The Yamuna holds a special significance in Hindu mythology. Bathing in River Yamuna frees one from the torments of death, according to the beliefs of Hindus. But with the growing population, pollution, sewage and industrial waste, the river has now turned lifeless.
The river being the main source of water for Delhi is one of the most polluted rivers in the country. The largest tributary of the river Ganga, flowing for 1376 km and, Yamuna makes 40.2% of its entire basin. Not only do more than 57 million people depend on its waters but also the river creates an ecosystem for biodiversity to flourish.
We have felt an urgent need to share the story of the river as it is the sole water resource for the 17 million people of the national capital and hence deserves their immediate attention and not a blatant denial for the maintenance of its sanctity, but sorrowfully the situation looks otherwise.
Delhi: a metropolis exploiting the Yamuna
We have observed that Yamuna water is relatively less polluted before entering Delhi via the Palla region but as it proceeds into the city, its water quality consistently deteriorates. As the river moves out of the national capital, its water is unfit for any use.
“What leaves Delhi at Okhla is also no river. It’s just a toxic mix of Delhi and Ghaziabad sewage & industrial waste”, says Manoj Misra, head of Yamuna Jiye Program.
Astonishment lies in the fact that despite holding just 2% of the total river basin, as per the conclusive report of the Yamuna Monitoring Committee (YMC), Delhi is responsible for more than 75% of pollution the river suffers from.
What happens as the river transitions into the National Capital Territory (NCT)?
Yamuna basin is stretched for about 56 km in the National Capital Region(NCR). In the length of 22 km between Wazirabad and Okhla barrages, about 22 small and gigantic drains discharge their effluents into the river. Some drains like Najafgarh, Tughlaqabad, Barapullah, Ghazipur, and Western Yamuna Canal are considerably proportionate to the volume of Yamuna water.
Due to high potable water stress in the metropolis, minimal water is released from the Wazirabad barrage for maintaining its E-flow, especially in the dry seasons. Hence, most of the water received by the Yamuna in Delhi comes from these contaminated drains and therefore they make more than 95% of the share of the capital’s contamination into the waterbody.
More than 748 million gallons(MGD) of sewage is generated in Delhi per day and 32 functional Sewage Treatment Plants (STP) can treat only around 490 MGD. As reported submitted to the National Green Tribunal (NGT), 58% of the total waste generated gets dumped in the river untreated.

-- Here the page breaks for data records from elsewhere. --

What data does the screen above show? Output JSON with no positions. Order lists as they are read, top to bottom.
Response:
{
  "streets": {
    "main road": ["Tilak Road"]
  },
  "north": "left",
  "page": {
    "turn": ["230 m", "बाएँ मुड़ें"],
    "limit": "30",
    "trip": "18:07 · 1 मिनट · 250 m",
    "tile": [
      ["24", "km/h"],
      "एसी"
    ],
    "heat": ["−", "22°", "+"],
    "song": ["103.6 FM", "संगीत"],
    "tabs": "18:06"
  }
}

Delhi’s drainage system, a necessary evil
With such irreparable harm caused by the drains, one might wonder why were these even constructed? Ironically, these drains were created for human welfare.
These are actually seasonal stormwater drains which are meant to translate rainwater into river Yamuna during downpours to prevent flooding in the whole city. Additionally, these drains supply water to the river for providing flow in the mainstream.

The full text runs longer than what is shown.